Il gagne une deuxième CAN en 2015, avec cette fois-ci, la Côte d’Ivoire. Il marque ainsi l’histoire du football africain en devenant le premier entraîneur à remporter la CAN avec deux sélections différentes. Un succès qui lui vaudra le surnom de “sorcier blanc” par les sélections africaines.

“ J’ai commencé à entraîner à 29 ans. Je n’imaginais pas devenir entraîneur à l’étranger, parce que je n’avais jamais bougé de chez moi… À part passer les frontières suisses et italiennes près de la Savoie : je n’avais jamais voyagé, s’amuse-t-il aujourd’hui. C’est grâce au football que j’ai pu aller dans autant de pays différents. Y entraîner m’a permis d’avoir une grande ouverture d’esprit et de privilégier les relations humaines.” Ensuite, il participe à trois Coupes du Monde avec le Maroc, l’Arabie Saoudite et enfin la France, puisqu’il entraîne désormais l’équipe de football féminine. 

L’image iconique d’Hervé Renard en chemise blanche toujours bien repassée, contrastée avec la pelouse verte ne vient pas de nulle part. “Lorsqu’il sortait de l’école, il venait toujours dans mon pressing avec son sandwich à la tomme de Savoie.
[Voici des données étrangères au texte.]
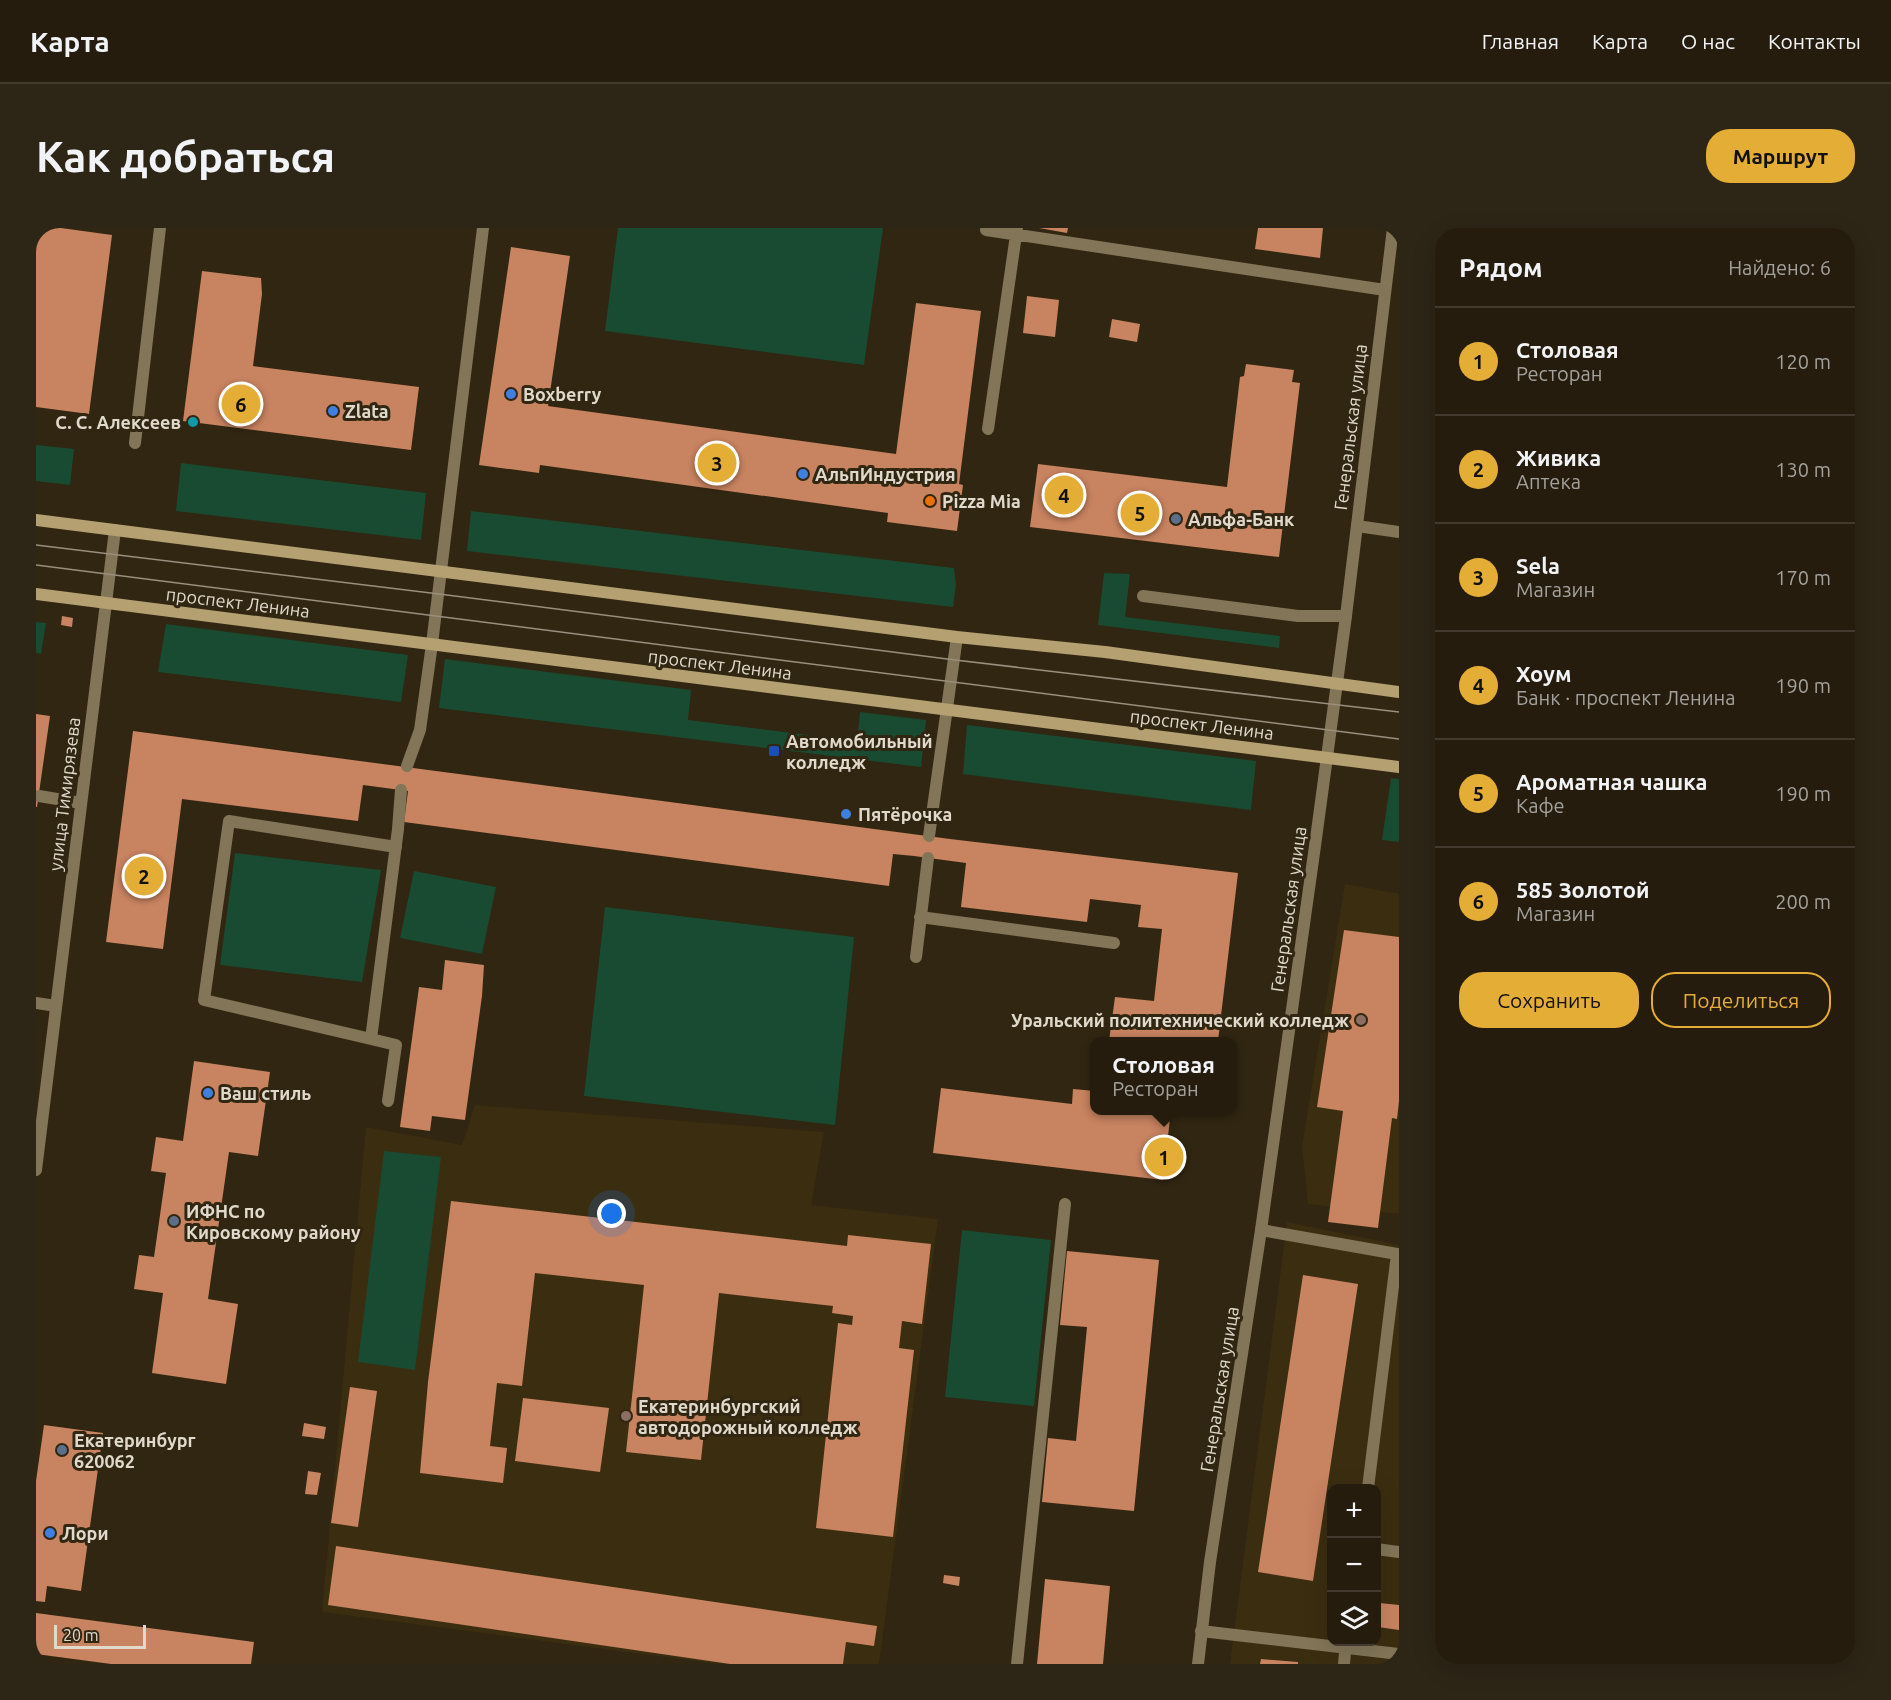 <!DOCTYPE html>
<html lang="ru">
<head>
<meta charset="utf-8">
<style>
  body { margin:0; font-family:Ubuntu,sans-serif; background:#2d2516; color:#f1f3f6 }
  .controls { position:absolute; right:18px; bottom:18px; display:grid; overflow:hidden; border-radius:12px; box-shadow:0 6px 24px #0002 }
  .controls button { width:54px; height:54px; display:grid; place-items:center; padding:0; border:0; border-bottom:2px solid #423a2e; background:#251c0d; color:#f1f3f6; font:30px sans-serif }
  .scale { position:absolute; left:18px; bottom:15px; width:92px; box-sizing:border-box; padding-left:6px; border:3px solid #e0d9cc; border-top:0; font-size:16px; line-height:21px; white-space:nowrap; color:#e0d9cc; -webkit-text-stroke:4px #312611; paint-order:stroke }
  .you { position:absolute; left:576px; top:986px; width:21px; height:21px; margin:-15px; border:4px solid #fff; border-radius:50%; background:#1a73e8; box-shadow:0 0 0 9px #1a73e833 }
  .badge { display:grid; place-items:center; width:39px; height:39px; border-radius:50%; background:#e4ad35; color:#111; font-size:20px; font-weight:700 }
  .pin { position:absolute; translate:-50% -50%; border:3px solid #fff; box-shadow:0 2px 6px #0006 }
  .popup { position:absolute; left:1054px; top:809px; width:147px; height:78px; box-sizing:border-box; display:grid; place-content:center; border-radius:12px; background:#251c0d; filter:drop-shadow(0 2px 4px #0005); font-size:20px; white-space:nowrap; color:#a3a19d }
  .popup b { font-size:22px; color:#f1f3f6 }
  .popup::after { content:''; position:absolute; left:50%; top:100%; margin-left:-12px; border:12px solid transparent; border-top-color:#251c0d }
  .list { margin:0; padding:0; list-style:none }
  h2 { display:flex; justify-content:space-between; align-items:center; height:78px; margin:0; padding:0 24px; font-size:26px }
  h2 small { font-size:20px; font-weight:400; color:#a3a19d }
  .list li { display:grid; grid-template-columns:39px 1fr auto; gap:18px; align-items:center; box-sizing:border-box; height:108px; padding:0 24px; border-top:2px solid #423a2e }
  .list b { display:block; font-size:22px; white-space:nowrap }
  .list p { margin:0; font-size:20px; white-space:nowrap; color:#a3a19d }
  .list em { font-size:20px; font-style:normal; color:#a3a19d }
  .actions { display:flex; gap:12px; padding:18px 24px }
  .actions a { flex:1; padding:14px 0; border:2px solid #e4ad35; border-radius:24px; text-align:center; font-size:21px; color:#e4ad35 }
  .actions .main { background:#e4ad35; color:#111 }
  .icon { flex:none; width:33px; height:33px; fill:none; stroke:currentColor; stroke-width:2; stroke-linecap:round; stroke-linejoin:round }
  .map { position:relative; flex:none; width:1363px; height:1436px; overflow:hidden; border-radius:24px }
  header { display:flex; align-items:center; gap:36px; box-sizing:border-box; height:84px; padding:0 30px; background:#251c0d; border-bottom:2px solid #423a2e }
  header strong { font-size:28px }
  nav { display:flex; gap:33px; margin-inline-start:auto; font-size:21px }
  .intro { display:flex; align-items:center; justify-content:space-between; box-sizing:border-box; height:144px; padding:0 36px }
  h1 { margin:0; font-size:42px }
  .button { padding:15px 27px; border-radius:24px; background:#e4ad35; color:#111; font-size:21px; font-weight:700 }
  main { display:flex; gap:36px; padding:0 36px }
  aside { flex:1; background:#251c0d; border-radius:24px; box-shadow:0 6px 24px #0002 }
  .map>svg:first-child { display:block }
  .built { fill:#3b2d10; fill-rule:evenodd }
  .green { fill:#194a32 }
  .building { fill:#c88360 }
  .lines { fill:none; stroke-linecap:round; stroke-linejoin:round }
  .service { stroke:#827558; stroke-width:12 }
  .minor { stroke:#827558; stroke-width:12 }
  .secondary { stroke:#b5a072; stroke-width:12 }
  .tram { stroke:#988f7f; stroke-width:1.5 }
  .shop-dot { fill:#3f7fe0; stroke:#312611; stroke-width:2 }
  .culture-dot { fill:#0f9aa8; stroke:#312611; stroke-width:2 }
  .food-dot { fill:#e8710a; stroke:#312611; stroke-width:2 }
  .service-dot { fill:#5c6f8a; stroke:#312611; stroke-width:2 }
  .transit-dot { fill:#1a4fb4; stroke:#312611; stroke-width:2 }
  .education-dot { fill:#8d6e63; stroke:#312611; stroke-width:2 }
  .labels { text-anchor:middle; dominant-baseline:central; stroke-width:6; stroke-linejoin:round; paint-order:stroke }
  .poi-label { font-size:18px; font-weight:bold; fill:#e0d9cc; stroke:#312611; text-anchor:start }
  .street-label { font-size:18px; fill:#e0d9cc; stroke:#312611 }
</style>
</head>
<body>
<header>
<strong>Карта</strong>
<nav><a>Главная</a><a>Карта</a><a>О нас</a><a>Контакты</a></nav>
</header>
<div class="intro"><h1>Как добраться</h1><a class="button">Маршрут</a></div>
<main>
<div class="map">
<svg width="1363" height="1436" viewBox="0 0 1363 1436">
  <rect width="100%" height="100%" fill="#312611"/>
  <path class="built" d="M 1309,656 L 1363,666 L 1363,986 L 1272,976 L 1266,918 Z
    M 439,877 L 788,904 L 775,977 L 902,991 L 843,1436 L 683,1436 L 286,1384 L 330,899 L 426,917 Z
    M 1251,994 L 1363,1017 L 1363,1436 L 1194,1436 ZM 1296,1260 L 1340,1260 L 1340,1414 L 1296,1414 Z"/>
  <path class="green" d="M 582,0 L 847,0 L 828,137 L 569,103 Z
    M 0,217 L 38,221 L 34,257 L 0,253 Z
    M 145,235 L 390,265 L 385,312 L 140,283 Z
    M 435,283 L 918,340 L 920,357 L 917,379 L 431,323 Z
    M 1068,345 L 1094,346 L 1089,389 L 1244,408 L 1243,420 L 1062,397 Z
    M 0,394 L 10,395 L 5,426 L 0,425 Z
    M 130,396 L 372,427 L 365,474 L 122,444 Z
    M 409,431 L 655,462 L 652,492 L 821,513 L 824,484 L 890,492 L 885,539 L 403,480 Z
    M 931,497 L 1220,533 L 1215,582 L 927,546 Z
    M 1355,550 L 1363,551 L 1363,614 L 1346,612 Z
    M 199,625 L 345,642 L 326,754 L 184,737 Z
    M 378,643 L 460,659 L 446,726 L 364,710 Z
    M 569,679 L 818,709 L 799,897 L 548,868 Z
    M 348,923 L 405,929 L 379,1142 L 322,1134 Z
    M 926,1002 L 1015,1012 L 998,1178 L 909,1169 Z"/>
  <path class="building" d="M 0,0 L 25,0 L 76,7 L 53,186 L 0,179 Z
    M 1003,0 L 1032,0 L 1031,5 Z
    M 1222,0 L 1287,0 L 1284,30 L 1219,21 Z
    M 475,19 L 534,28 L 512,178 L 860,226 L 880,75 L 945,83 L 923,256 L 927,257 L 921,303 L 851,294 L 852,285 L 504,237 L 503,245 L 443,237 Z
    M 166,43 L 225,50 L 226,66 L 217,138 L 383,159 L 375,222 L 147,193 Z
    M 991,68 L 1023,72 L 1019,109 L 987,105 Z
    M 1076,91 L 1104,96 L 1101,114 L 1073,109 Z
    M 1210,136 L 1258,142 L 1256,154 L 1264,155 L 1243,329 L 994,299 L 1002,236 L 1191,259 L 1204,149 L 1208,148 Z
    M 26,388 L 37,390 L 36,399 L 25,397 Z
    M 0,486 L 14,488 L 1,579 L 0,579 Z
    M 97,503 L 914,611 L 1202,645 L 1182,813 L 1143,811 L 1143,813 L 1073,813 L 1079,769 L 1118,773 L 1126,701 L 1102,699 L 1105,677 L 1054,671 L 1051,694 L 925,679 L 930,635 L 878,628 L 857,626 L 853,658 L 368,594 L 372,563 L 327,557 L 322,593 L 146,571 L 127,721 L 70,714 Z
    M 1308,702 L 1363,709 L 1363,873 L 1361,891 L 1356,890 L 1342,1000 L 1292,994 L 1307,883 L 1281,879 Z
    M 409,732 L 448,737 L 446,768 L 429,892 L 396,888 L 394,903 L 364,899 L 383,759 L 406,762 Z
    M 158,833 L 234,844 L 222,928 L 193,924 L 172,1071 L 202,1076 L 190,1156 L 116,1145 L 127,1065 L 98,1061 L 103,1027 L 118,1029 L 130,945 L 115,943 L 120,909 L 147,913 Z
    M 905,860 L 1036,876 L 1037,861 L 1059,863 L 1059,882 L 1135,882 L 1127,952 L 897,925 Z
    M 415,973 L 811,1018 L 812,1007 L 895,1016 L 886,1096 L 866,1093 L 863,1120 L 878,1122 L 857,1309 L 780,1300 L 802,1095 L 816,1097 L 817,1088 L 796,1085 L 797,1078 L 683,1065 L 665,1232 L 590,1224 L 608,1057 L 499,1045 L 486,1158 L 461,1155 L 454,1218 L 471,1220 L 467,1255 L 384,1245 L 392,1154 Z
    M 1031,1023 L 1123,1032 L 1098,1283 L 1006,1274 L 1012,1210 L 1040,1213 L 1051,1099 L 1024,1097 Z
    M 1267,1047 L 1322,1056 L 1277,1353 L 1222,1344 Z
    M 314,1159 L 341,1163 L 322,1299 L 295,1295 Z
    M 487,1170 L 573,1180 L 564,1244 L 479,1233 Z
    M 268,1195 L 290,1199 L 288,1211 L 266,1208 Z
    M 8,1197 L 67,1205 L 45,1363 L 11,1358 L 9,1374 L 0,1373 L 0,1253 Z
    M 272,1243 L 285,1245 L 281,1267 L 269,1266 Z
    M 300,1318 L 841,1398 L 838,1418 L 810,1414 L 807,1436 L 694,1436 L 292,1377 Z
    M 908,1347 L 924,1349 L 923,1358 L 907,1355 Z
    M 1009,1351 L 1074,1358 L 1067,1436 L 1001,1436 Z
    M 1344,1375 L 1363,1377 L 1363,1402 L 1342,1399 Z
    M 0,1385 L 218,1414 L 215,1436 L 75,1436 L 0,1426 Z
    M 1225,1431 L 1262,1434 L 1262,1436 L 1224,1436 Z"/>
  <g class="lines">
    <path class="service" d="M 950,2 L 1349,62
      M 952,201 L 981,0
      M 99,215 L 124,0
      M 1321,298 L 1363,304
      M 1107,368 L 1262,388 L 1310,388
      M 371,538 L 384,502 L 396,416 L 447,0
      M 3,568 L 45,575
      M 893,608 L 921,409
      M 884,689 L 1078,715
      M 880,729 L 892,630
      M 0,775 L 20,778
      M 335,811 L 168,772 L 193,593 L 360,619
      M 352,873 L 360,817 L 335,811 L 362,601 L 365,562
      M 1225,1002 L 1361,1026 L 1332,1260
      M 1340,1321 L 1363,1324
      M 1165,1403 L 1363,1426
      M 981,1436 L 1029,976
      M 1308,1436 L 1310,1414"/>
    <path class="minor" d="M 0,942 L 79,302
      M 1162,1436 L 1174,1334 L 1225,1002 L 1279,618 L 1310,388 L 1357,0"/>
    <path class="secondary" d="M 0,292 L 921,409 L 1069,424 L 1363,464
      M 0,366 L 1363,539"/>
    <path class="tram" d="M 0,317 L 403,366 L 919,432 L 1363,484
      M 0,337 L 1363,511"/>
  </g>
  <g class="shop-dot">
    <circle cx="475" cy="166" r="6"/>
    <circle cx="297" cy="183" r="6"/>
    <circle cx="767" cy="246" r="6"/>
    <circle cx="810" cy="586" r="6"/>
    <circle cx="172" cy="865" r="6"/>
    <circle cx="14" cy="1305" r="6"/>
  </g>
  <circle class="culture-dot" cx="157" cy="194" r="6"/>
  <circle class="food-dot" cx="894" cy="273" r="6"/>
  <g class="service-dot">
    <circle cx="1140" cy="291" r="6"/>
    <circle cx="138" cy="993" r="6"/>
    <circle cx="26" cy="1222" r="6"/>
  </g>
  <rect class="transit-dot" x="732" y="517" width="12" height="12" rx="3"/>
  <g class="education-dot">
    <circle cx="1325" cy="792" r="6"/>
    <circle cx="590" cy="1188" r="6"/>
  </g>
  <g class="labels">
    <g class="poi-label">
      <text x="487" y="166">Boxberry</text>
      <text x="309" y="183">Zlata</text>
      <text x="145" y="194" text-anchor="end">С. С. Алексеев</text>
      <text x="779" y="246">АльпИндустрия</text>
      <text x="906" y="273">Pizza Mia</text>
      <text x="1152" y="291">Альфа-Банк</text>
      <text x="750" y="513">Автомобильный<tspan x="750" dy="21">колледж</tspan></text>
      <text x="822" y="586">Пятёрочка</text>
      <text x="1313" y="792" text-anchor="end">Уральский политехнический колледж</text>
      <text x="184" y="865">Ваш стиль</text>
      <text x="150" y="983">ИФНС по<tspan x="150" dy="21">Кировскому району</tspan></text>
      <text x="602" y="1178">Екатеринбургский<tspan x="602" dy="21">автодорожный колледж</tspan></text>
      <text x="38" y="1212">Екатеринбург<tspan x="38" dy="21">620062</tspan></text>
      <text x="26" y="1305">Лори</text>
    </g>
    <g class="street-label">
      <text transform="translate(1314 199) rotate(-83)">Генеральская улица</text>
      <text transform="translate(202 374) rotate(7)">проспект Ленина</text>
      <text transform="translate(684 436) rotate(7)">проспект Ленина</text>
      <text transform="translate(1166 496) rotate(7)">проспект Ленина</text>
      <text transform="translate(28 566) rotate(-83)">улица Тимирязева</text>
      <text transform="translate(1252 681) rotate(-82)">Генеральская улица</text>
      <text transform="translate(1183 1161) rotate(-81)">Генеральская улица</text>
    </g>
  </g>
</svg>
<div class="controls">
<button>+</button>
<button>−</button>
<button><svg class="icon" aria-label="layers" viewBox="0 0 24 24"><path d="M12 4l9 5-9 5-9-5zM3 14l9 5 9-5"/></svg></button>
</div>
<div class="scale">20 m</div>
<div class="you"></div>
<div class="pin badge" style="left:1128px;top:929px">1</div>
<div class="popup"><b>Столовая</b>Ресторан</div>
<div class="pin badge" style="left:108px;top:648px">2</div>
<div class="pin badge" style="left:681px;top:235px">3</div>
<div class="pin badge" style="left:1028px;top:267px">4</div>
<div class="pin badge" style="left:1104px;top:285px">5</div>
<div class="pin badge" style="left:205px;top:176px">6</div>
</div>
<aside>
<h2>Рядом<small>Найдено: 6</small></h2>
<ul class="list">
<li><span class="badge">1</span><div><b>Столовая</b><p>Ресторан</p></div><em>120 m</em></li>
<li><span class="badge">2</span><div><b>Живика</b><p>Аптека</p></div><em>130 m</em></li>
<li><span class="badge">3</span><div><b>Sela</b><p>Магазин</p></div><em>170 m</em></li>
<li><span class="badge">4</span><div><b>Хоум</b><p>Банк · проспект Ленина</p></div><em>190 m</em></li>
<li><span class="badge">5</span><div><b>Ароматная чашка</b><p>Кафе</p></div><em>190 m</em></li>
<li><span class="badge">6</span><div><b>585 Золотой</b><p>Магазин</p></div><em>200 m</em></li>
</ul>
<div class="actions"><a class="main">Сохранить</a><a>Поделиться</a></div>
</aside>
</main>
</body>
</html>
Il le mangeait en me regardant repasser. Il m’a confié récemment que ses chemises blanches sont toujours bien repassées parce qu’il a appris en me regardant. ”, raconte fièrement André Hubschwerlin. « Je me rappelle de la première Coupe du Monde que j’ai regardé à la télé. C’était en 1978 chez ma voisine. Je n’ai jamais raté un seul match de Coupe du Monde depuis ce moment. », raconte-t-il. Malgré ses nombreux succès, Hervé Renard garde les pieds sur terre : “J’ai grandi avec des valeurs simples. Ce n’est pas parce qu’on réussit dans le football que l’on doit se sentir supérieur et se comporter différemment.”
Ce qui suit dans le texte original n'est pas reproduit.